One of the most controversial questions is whether patients should actively give their consent to their e-health records being created or the eHealth records are created automatically unless a patient expressly says otherwise. In Belgium, France, Italy and Spain, patients have to 'opt-in' before their health data may be stored electronically. But in Estonia, Poland, Slovakia and Sweden, the records are created automatically.
There is also the question of whether the data is stored in a centralised system (such as in the Czech Republic and Finland) or decentralised (Belgium and the Netherlands). France, meanwhile, has chosen a third way. It allows patients to choose a data host for their health records.
A hi-tech future for health could also mean a new division in healthcare – with those with technological know-how and access getting better treatment than those without.

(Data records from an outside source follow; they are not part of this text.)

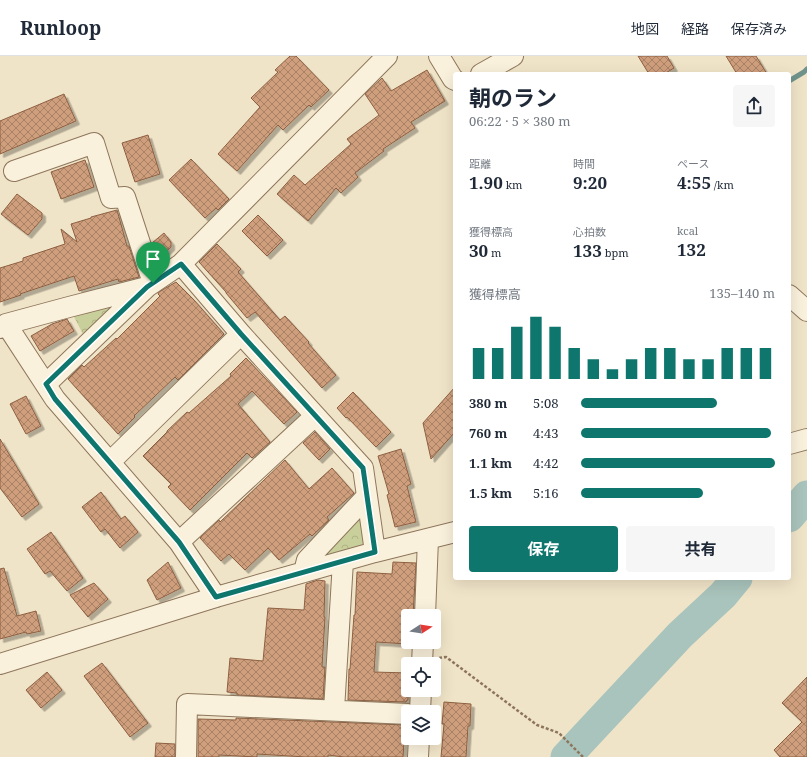 <!DOCTYPE html>
<html lang="ja">
<meta charset="utf-8">
<style>
body{margin:0;font-family:"Noto Serif","Noto Sans JP",serif;background:#f6f6f7;color:#1f2937;height:100vh;display:flex;flex-direction:column;font-size:15px;white-space:nowrap}
*{box-sizing:border-box;margin:0}
p{font-size:13px;color:#747a83}
.icon{flex:none;width:22px;height:22px;fill:none;stroke:currentColor;stroke-width:2;stroke-linecap:round;stroke-linejoin:round}
.map{position:relative;flex:1;overflow:hidden}
.drawer{position:absolute;left:453px;top:16px;width:338px;height:508px;display:flex;flex-direction:column;background:#fff;border-radius:4px;box-shadow:0 4px 16px #0002}
.drawer>*{flex:none}
.needle{width:26px;rotate:78deg}
.controls{position:absolute;left:401px;top:553px;display:grid;gap:8px}
.controls a{display:grid;place-items:center;width:40px;height:40px;border-radius:4px;background:#fff;box-shadow:0 4px 16px #0002;font-size:20px}
.pin{position:absolute;display:grid;place-items:center;width:34px;height:34px;color:#fff;margin:-41px -17px;border-radius:50% 50% 50% 0;rotate:-45deg;box-shadow:0 0 4px #0007}
.pin .icon{rotate:45deg}
.round{display:grid;place-items:center;flex:none;width:42px;height:42px;border-radius:4px;background:#f6f6f7}
.summary{display:flex;align-items:center;justify-content:space-between;height:68px;padding:0 16px}
h1{font-size:22px;font-weight:700;line-height:30px}
.metrics{display:grid;grid-template-columns:repeat(3,1fr);gap:6px;height:68px;padding:4px 16px}
.metrics div{display:grid;align-content:center}
.metrics b{font-size:17px;font-weight:700}
.metrics small{font-size:11px;font-weight:400}
.metrics p{font-size:11px}
.chart{height:112px;padding:8px 16px}
.chart p{display:flex;justify-content:space-between}
.chart svg{width:100%;height:72px;margin-top:4px;stroke:#0f766e;stroke-width:6}
.cta{display:flex;gap:8px;margin-top:auto;padding:8px 16px}
.cta a{flex:1;height:46px;border-radius:4px;background:#0f766e;color:#fff;font-size:16px;font-weight:700;line-height:46px;text-align:center}
.cta a+a{background:#f6f6f7;color:#1f2937}
ul{padding:0 16px;list-style:none;font-size:13px}
li{display:grid;grid-template-columns:64px 48px 1fr;align-items:center;height:30px}
li i{height:10px;border-radius:5px;background:#0f766e}
header{display:flex;align-items:center;gap:24px;box-sizing:border-box;height:56px;padding:0 20px;background:#fff;border-bottom:1px solid #e0e1e3}
header strong{font-size:19px}
nav{display:flex;gap:22px;margin-inline-start:auto;font-size:14px}
.map>svg:first-child{display:block}
</style>
<header>
<strong>Runloop</strong>
<nav><a>地図</a><a>経路</a><a>保存済み</a></nav>
</header>
<div class="map">
<svg width="807" height="701" viewBox="0 0 807 701">
<defs>
<pattern id="park-crowns" width="20" height="18" patternUnits="userSpaceOnUse"><rect width="20" height="18" fill="#c9cf9b"/><path d="M2 6a3 3 0 1 1 6 0M12 15a3 3 0 1 1 6 0" fill="none" stroke="#aeb285"/></pattern>
<pattern id="building-cross-hatch" width="8" height="8" patternUnits="userSpaceOnUse"><rect width="8" height="8" fill="#cf9f7d"/><path d="M0 0l8 8M0 8l8-8" fill="none" stroke="#a98266"/></pattern>
<filter id="shadow"><feDropShadow dx="3.5" dy="3.5" stdDeviation="0" flood-color="#0004"/></filter>
</defs>
<rect width="100%" height="100%" fill="#f0e4c8"/>
<!-- park -->
<path fill="url(#park-crowns)" d="M147,231L88,288L69,251Z
M367,440L375,496L307,504Z"/>
<g fill="none" stroke-linecap="round" stroke-linejoin="round">
<!-- stream -->
<path stroke="#6f938a" stroke-width="5" d="M789,25L804,16L807,13"/>
<!-- river -->
<path stroke="#a9c4bc" stroke-width="31" d="M789,461L807,440
M566,701L680,579L723,539L737,522"/>
</g>
<!-- building -->
<path fill="url(#building-cross-hatch)" stroke="#8d5f41" filter="url(#shadow)" d="M290,0H296L329,34L311,51L309,49L283,74L278,69L237,115L218,98L260,51L251,42L278,16L275,14Z
M638,0H667L674,12L664,18H649Z
M726,0H756L767,18H737Z
M427,14L445,45L411,66L415,72L383,93L384,95L355,117L358,121L341,137L336,132L308,165L277,138L294,119L305,129L351,88L347,83L379,59L365,38L382,22L391,35Z
M64,38L76,65L0,98V65Z
M148,79L160,118L135,126L122,87Z
M191,103L229,143L218,154L216,152L205,162L169,124Z
M85,104L94,131L61,143L51,116Z
M17,138L42,157V163L28,179L1,158Z
M117,154L127,190H129L139,221L119,226L118,223L79,235L74,220L20,238L21,239L0,246V212L23,205V202L65,188L61,173L77,186L71,168L91,162V161Z
M258,159L283,184L267,200L242,175Z
M164,177L171,186V191L159,202L156,199L152,187Z
M217,188L241,213L238,216L280,264L285,260L309,286L308,287L336,319L322,332L255,256L247,262L226,237V236L199,206Z
M176,226L194,244L224,278L178,324L175,321L134,360L135,361L118,378L68,323L82,309L84,311L116,282L117,283L160,240L158,238L159,236Z
M67,263L74,275L40,295L31,280L52,268Z
M246,302L297,356L284,368L252,335L238,348L270,386L252,402L247,397L190,454L168,431L171,428L143,400L167,376V375L187,356L189,357L231,320L230,318Z
M455,331V376L431,403L423,367Z
M353,336L391,376L376,391L347,361L346,362L337,352Z
M26,340L41,370L26,378L10,348Z
M315,376L330,393L319,404L303,387Z
M0,383L39,448L22,461L0,432Z
M401,393L411,428L407,430L416,466L395,471L387,439L389,438L378,400Z
M285,404L309,433L332,412L354,437L327,461L329,464L312,480L310,478L279,504L268,492L245,514L229,498L221,505L200,482L219,464L220,466Z
M101,436L121,463L125,460L138,476L120,492L105,473L101,476L82,451Z
M51,476L83,522L67,535L50,515L45,518L27,493Z
M168,506L181,532L157,544L147,524Z
M393,506L416,507L413,560H408V588L376,586L374,616L408,617V644H407L406,646L348,644L349,613H350L354,559H355L357,516L392,518Z
M4,512L17,560L36,555L41,575L27,578L26,576L0,583V513Z
M318,524L325,525L324,561H325L322,611H325L323,643L237,639V637L227,636L230,602L263,605L268,552L304,554L306,528Z
M94,527L108,543L88,561L70,539Z
M102,607L148,667L130,681L84,620Z
M47,616L62,634L41,652L26,634Z
M807,621V701H780L774,694L802,666L782,647Z
M444,646L471,648L470,670H468L466,701H441L444,668H442Z
M236,662L405,669L403,701H344L328,699V701H306L257,698V701L219,699V701H198V663L236,664Z
M156,687L175,688V701H155Z"/>
<g fill="none" stroke-linecap="round" stroke-linejoin="round">
<!-- street casing -->
<g stroke="#8d765c" stroke-width="22">
<path id="street" d="M439,0L453,23L455,24
M481,18L513,0
M14,115L94,87L111,142L125,141L153,227
M181,208L387,0
M789,239L807,255
M6,268L55,343L179,486L216,541
M0,272L6,268L69,251L147,231L181,208L241,278L363,412L375,496
M46,328L147,231
M789,388L807,383
M110,406L241,278
M179,486L315,360
M304,516L307,504L367,440
M425,560L428,483
M0,608L216,541L375,496L455,476
M422,608L423,586
M334,654L343,505
M420,656L421,634
M186,701L187,648L408,658
M418,701L419,682"/>
</g>
<!-- path -->
<path stroke="#8d765c" stroke-width="2.5" stroke-dasharray="3 2" stroke-linecap="butt" d="M439,602L446,601L537,669L559,677L583,701"/>
<!-- street -->
<use href="#street" stroke="#faf1dc" stroke-width="20"/>
</g>
<g fill="none" stroke-linecap="round" stroke-linejoin="round">
<!-- route casing -->
<g stroke="#fff" stroke-width="8">
<path id="route" d="M181,208L241,278L363,412L375,496L216,541L179,486L55,343L46,328L147,231Z"/>
</g>
<!-- route -->
<use href="#route" stroke="#0f766e" stroke-width="5"/>
</g>
</svg>
<div class="controls">
<a><svg class="needle" viewBox="-14 -14 28 28"><path d="M0-13l5 13h-10z" fill="#e53935"/><path d="M0 13l5-13h-10z" fill="#747a83"/></svg></a>
<a><svg class="icon" aria-label="locate" viewBox="0 0 24 24"><circle cx="12" cy="12" r="6"/><path d="M12 2v4M12 18v4M2 12h4M18 12h4"/></svg></a>
<a><svg class="icon" aria-label="layers" viewBox="0 0 24 24"><path d="M12 4l9 5-9 5-9-5zM3 14l9 5 9-5"/></svg></a>
</div>
<div class="pin" style="left:153px;top:227px;background:#1e9e55"><svg class="icon" aria-label="arrive" viewBox="0 0 24 24"><path d="M6 21V4h12l-3 4 3 4H6"/></svg></div>
<section class="drawer">
<div class="summary"><div><h1>朝のラン</h1><p>06:22 · 5 × 380 m</p></div><a class="round"><svg class="icon" aria-label="share" viewBox="0 0 24 24"><path d="M12 15V3M7 8l5-5 5 5M5 13v7h14v-7"/></svg></a></div>
<div class="metrics">
<div><p>距離</p><b>1.90<small> km</small></b></div>
<div><p>時間</p><b>9:20</b></div>
<div><p>ペース</p><b>4:55<small> /km</small></b></div>
</div>
<div class="metrics">
<div><p>獲得標高</p><b>30<small> m</small></b></div>
<div><p>心拍数</p><b>133<small> bpm</small></b></div>
<div><p>kcal</p><b>132</b></div>
</div>
<div class="chart"><p><span>獲得標高</span>135–140 m</p>
<svg viewBox="0 0 160 44" preserveAspectRatio="none"><path d="M5 44V25M15 44V25M25 44V12M35 44V6M45 44V12M55 44V25M65 44V32M75 44V38M85 44V32M95 44V25M105 44V25M115 44V32M125 44V32M135 44V25M145 44V25M155 44V25"/></svg>
</div>
<ul>
<li><b>380 m</b>5:08<i style="width:70%"></i></li>
<li><b>760 m</b>4:43<i style="width:98%"></i></li>
<li><b>1.1 km</b>4:42<i style="width:100%"></i></li>
<li><b>1.5 km</b>5:16<i style="width:63%"></i></li>
</ul>
<div class="cta"><a>保存</a><a>共有</a></div>
</section>
</div>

"What happens when you're not literate? What happens when you are not able to access the system and access the self-management of care that certain e-health solutions demand of you," asks Monika Kosinska, Secretary General of the European Public Health Alliance.
Patient associations, meanwhile, worry that too much emphasis on technology will mean losing sight of the importance of human contact in healthcare.
Making systems work with one another
The single biggest practical problem is the fact that member states systems are not compatible with one another – they vary not only from member state to member state but also within national borders. In Brussels, for example, it is not possible to electronically transfer patient information from a hospital in the Ixelles part of the city to the Edith Cavell hospital, some 20 minutes away.
Language is a big issue for the electronic exchange of information. In Europe alone, this implies compatibility over 20 languages and three alphabets.
Making systems interoperable also requires both financial investment and a change in culture – from introducing technological solutions and thinking in hospitals to getting them to co-operate with other points in the system such as heath care centres and social services.
The bottom line is money. The potential long term financial benefits of eHealth will need to be offset by investment now – a time of squeezed public financing.
Fabian Zuleeg, chief economist at the European Policy Centre, asks where this investment will come, noting that future funding of health systems is likely to stem much more from the private sector while patients will increasingly be expected to put their hands in their pockets as the line between what is medical intervention, what is a health intervention and what is a lifestyle issue grows increasingly blurred.
"We are already seeing that for certain medical technologies – monitoring technologies for example – it is actually the patient who are purchasing them or paying significant amounts of money for them," he says.